▸ **TASK STATEMENT**
Please count the lines in the data below that mention the word "linecap", then give only the total.

▸ **GIVEN RECORDS**
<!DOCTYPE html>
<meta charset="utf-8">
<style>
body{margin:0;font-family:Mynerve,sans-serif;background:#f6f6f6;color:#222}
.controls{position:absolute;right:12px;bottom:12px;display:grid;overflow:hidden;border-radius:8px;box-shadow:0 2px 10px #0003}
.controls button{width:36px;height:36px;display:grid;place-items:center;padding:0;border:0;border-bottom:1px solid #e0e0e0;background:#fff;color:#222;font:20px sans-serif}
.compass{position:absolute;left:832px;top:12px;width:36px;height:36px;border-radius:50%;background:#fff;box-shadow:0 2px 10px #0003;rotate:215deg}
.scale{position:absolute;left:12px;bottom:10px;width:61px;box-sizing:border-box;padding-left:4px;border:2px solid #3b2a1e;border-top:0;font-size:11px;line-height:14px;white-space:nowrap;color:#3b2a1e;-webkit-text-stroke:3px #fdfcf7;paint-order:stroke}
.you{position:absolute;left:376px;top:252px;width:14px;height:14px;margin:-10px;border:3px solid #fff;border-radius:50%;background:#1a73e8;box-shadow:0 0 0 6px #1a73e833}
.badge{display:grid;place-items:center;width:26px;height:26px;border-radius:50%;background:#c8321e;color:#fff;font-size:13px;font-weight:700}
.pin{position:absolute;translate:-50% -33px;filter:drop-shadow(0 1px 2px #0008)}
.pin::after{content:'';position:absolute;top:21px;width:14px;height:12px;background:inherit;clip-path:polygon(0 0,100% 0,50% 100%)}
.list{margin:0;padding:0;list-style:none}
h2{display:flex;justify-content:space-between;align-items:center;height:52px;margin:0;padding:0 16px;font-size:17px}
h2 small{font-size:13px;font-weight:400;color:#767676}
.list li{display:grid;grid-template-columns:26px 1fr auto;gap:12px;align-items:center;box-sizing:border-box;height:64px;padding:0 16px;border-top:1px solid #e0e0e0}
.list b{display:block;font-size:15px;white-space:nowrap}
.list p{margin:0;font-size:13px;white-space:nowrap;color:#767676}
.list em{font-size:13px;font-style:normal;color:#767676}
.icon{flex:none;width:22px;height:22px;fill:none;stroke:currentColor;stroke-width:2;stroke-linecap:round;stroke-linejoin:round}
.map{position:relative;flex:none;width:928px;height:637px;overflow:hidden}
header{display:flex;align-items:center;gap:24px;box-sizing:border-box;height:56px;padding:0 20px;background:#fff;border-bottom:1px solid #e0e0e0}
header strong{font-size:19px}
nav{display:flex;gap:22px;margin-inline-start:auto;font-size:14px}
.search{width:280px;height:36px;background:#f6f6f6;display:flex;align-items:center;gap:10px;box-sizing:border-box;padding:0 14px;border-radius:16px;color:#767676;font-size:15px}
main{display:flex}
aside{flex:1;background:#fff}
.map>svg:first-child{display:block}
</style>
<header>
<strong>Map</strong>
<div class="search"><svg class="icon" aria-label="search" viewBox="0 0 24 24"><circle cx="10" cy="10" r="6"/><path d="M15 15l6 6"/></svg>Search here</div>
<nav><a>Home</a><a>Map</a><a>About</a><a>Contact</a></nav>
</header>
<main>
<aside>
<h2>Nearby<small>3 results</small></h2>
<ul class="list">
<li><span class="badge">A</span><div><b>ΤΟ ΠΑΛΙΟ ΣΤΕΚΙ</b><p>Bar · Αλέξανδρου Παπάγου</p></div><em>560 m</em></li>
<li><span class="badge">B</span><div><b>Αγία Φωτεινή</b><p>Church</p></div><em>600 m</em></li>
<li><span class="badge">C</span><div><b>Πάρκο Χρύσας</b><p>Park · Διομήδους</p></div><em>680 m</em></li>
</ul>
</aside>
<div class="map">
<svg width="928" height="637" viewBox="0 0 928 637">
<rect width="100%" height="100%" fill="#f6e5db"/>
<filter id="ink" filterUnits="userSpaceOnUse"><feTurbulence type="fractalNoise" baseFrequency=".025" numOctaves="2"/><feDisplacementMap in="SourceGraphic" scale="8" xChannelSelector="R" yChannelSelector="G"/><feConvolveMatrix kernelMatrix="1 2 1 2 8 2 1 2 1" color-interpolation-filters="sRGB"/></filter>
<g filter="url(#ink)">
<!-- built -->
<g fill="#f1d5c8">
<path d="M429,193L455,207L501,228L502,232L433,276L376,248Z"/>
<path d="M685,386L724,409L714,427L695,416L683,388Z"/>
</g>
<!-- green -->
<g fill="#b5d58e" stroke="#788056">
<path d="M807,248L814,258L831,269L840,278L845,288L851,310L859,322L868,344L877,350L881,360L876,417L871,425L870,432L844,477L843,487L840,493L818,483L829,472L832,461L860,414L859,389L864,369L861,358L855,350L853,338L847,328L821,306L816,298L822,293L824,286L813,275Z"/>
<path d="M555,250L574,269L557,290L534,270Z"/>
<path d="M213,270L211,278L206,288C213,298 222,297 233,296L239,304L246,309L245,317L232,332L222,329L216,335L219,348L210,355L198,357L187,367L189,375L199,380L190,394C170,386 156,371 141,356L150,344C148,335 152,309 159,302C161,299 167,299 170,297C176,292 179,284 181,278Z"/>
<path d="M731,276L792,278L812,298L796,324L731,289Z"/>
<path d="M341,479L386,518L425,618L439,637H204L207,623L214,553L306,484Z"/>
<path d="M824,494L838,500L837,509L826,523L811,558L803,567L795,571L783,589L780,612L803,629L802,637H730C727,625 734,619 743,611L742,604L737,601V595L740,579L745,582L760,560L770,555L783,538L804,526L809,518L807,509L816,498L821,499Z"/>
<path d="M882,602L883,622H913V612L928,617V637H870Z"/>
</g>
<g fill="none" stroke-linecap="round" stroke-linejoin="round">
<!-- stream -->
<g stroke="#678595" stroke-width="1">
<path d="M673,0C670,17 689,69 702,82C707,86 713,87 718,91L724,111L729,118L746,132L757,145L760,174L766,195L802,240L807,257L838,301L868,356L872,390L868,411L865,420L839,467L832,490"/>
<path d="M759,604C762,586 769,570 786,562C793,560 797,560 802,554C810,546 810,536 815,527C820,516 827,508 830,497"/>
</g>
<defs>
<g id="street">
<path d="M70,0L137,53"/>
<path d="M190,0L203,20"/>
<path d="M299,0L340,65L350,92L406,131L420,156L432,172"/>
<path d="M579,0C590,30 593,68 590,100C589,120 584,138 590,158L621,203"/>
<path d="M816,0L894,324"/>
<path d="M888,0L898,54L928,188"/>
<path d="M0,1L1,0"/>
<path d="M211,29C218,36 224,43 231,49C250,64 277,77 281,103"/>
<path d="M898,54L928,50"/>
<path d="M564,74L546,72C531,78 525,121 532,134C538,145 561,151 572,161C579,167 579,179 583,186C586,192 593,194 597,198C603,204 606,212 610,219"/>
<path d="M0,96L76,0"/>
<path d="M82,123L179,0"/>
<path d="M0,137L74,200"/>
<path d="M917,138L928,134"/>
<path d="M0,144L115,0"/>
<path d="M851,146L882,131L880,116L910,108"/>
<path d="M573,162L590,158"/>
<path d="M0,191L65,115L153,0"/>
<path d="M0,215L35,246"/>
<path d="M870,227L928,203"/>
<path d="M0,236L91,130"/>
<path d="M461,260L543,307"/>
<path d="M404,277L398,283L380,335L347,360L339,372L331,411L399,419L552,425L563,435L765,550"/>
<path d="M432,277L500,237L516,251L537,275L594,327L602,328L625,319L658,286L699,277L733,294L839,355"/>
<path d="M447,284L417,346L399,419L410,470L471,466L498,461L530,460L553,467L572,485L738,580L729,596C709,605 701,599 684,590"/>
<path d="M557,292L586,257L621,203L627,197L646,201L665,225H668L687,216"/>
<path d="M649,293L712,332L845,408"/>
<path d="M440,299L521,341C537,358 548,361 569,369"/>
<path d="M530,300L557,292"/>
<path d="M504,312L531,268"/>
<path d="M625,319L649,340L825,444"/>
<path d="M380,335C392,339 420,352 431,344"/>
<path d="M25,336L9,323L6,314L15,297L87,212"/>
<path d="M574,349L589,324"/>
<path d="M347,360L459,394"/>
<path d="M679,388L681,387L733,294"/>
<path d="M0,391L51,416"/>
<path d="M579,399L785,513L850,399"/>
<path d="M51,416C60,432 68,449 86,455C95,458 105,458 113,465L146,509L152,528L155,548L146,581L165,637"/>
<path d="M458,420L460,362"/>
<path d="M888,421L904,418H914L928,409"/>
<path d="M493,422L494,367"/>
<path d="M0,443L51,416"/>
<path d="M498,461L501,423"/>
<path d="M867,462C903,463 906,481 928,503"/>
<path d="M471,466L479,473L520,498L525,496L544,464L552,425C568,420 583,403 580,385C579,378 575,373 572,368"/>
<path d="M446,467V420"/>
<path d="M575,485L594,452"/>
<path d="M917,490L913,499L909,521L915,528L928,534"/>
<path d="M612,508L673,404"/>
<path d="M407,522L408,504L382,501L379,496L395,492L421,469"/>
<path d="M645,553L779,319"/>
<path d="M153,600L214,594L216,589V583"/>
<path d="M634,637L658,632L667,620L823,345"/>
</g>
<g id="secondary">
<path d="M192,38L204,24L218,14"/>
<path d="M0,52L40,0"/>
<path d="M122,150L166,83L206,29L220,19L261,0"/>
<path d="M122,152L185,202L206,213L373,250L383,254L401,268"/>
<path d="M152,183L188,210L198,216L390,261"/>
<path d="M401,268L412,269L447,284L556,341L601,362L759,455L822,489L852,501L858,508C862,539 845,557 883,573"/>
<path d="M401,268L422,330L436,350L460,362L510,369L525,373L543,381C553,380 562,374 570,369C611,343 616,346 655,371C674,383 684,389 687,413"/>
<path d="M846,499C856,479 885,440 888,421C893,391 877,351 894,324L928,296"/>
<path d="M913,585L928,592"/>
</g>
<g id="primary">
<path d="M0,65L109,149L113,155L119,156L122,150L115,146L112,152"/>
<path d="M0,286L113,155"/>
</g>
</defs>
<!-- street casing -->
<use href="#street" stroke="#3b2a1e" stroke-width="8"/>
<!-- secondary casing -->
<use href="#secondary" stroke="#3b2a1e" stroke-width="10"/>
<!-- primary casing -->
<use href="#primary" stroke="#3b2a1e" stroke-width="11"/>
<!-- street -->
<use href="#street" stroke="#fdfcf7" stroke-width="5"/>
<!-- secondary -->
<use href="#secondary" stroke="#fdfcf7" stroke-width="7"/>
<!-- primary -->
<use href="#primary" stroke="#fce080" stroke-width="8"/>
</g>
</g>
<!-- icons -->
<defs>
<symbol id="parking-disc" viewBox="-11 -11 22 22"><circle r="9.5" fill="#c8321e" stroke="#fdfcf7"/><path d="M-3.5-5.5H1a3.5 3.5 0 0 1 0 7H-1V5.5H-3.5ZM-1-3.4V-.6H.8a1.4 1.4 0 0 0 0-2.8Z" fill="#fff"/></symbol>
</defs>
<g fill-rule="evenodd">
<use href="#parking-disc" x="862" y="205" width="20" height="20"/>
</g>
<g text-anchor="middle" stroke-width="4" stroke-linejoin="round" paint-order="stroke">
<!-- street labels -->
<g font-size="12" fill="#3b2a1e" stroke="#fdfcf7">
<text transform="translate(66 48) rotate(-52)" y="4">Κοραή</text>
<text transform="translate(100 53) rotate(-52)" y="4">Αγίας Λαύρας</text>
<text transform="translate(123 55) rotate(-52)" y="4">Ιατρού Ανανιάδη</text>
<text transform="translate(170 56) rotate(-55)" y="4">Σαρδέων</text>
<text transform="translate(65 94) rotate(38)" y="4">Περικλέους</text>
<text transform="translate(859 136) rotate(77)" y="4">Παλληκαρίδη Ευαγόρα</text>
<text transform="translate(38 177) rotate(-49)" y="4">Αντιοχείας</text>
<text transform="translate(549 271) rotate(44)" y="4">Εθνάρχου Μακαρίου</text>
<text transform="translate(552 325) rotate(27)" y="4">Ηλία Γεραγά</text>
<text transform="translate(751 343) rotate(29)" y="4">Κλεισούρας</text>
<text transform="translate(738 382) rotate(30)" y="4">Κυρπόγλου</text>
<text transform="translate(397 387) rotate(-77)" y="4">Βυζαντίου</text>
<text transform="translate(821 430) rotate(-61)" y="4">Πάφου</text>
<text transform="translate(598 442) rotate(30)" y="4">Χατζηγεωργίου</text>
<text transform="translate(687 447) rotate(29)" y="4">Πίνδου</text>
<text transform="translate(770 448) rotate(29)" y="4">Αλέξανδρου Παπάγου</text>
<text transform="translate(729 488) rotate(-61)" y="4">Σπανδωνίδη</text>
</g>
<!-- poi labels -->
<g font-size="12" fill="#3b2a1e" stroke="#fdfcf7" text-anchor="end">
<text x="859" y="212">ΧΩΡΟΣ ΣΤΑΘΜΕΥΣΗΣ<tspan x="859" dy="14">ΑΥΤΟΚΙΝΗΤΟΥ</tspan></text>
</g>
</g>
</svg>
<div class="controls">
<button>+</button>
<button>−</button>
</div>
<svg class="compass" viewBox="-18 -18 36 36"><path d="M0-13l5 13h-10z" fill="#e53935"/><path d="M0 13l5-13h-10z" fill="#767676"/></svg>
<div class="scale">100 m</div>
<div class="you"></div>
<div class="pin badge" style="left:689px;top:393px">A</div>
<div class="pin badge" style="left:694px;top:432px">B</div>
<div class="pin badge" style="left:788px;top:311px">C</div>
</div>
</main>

▸ **WRITTEN RESPONSE**
2